Did PAXLOVID also relieve your arthritis and autoimmune symptoms?
Hi, everyone
I have been diagnosed with autoimmune diseases.
The diagnoses have changed over time (lupus, not lupus, spondyloarthropathy, akylosing spondylitis, rheumatoid arthritis, psoriatic arthritis, Raynaud's, Sjorgren and maybe others that I have forgotten... sorry about the spelling).
When I took Paxlovid for Covid, many of my symptoms disappeared or were significantly reduced.
Has this happened to anyone else?
I'm thinking that perhaps my autoimmune disease is somehow based on a VIRUS, since paxlovid is an anti-viral and it was like a miracle cure for my symptoms.

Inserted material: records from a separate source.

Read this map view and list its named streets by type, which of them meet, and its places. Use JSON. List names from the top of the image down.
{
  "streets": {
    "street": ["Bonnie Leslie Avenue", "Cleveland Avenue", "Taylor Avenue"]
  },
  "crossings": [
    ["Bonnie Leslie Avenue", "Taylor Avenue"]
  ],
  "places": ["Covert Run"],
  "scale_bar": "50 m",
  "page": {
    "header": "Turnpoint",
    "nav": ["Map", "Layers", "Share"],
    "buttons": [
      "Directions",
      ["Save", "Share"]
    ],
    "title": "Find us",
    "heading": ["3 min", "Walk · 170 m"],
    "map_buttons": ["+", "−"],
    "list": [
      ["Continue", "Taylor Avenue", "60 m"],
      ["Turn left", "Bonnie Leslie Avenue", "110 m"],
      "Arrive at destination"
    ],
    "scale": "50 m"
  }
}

I told my rheumatologist about it, but I couldn't get her to focus on the logical connection between the anti-viral (paxlovid) and the reduction in my symptoms. It was very frustrating. I actually cried in my car after the appointment.
I think this could be a game-changing piece of evidence in my medical treatment and diagnosis. And maybe for other autoimmune disease sufferers, too! But I don't know where to turn with this evidence.
What do you think I should do? What doctor should I go to?
My primary care doctor probably won't offer anything; he never intervenes in my rheumatological care.
Please let me know if you had the same experience: an anti-viral medication (paxlovid or another one) reduced your autoimmune/arthritis symptoms.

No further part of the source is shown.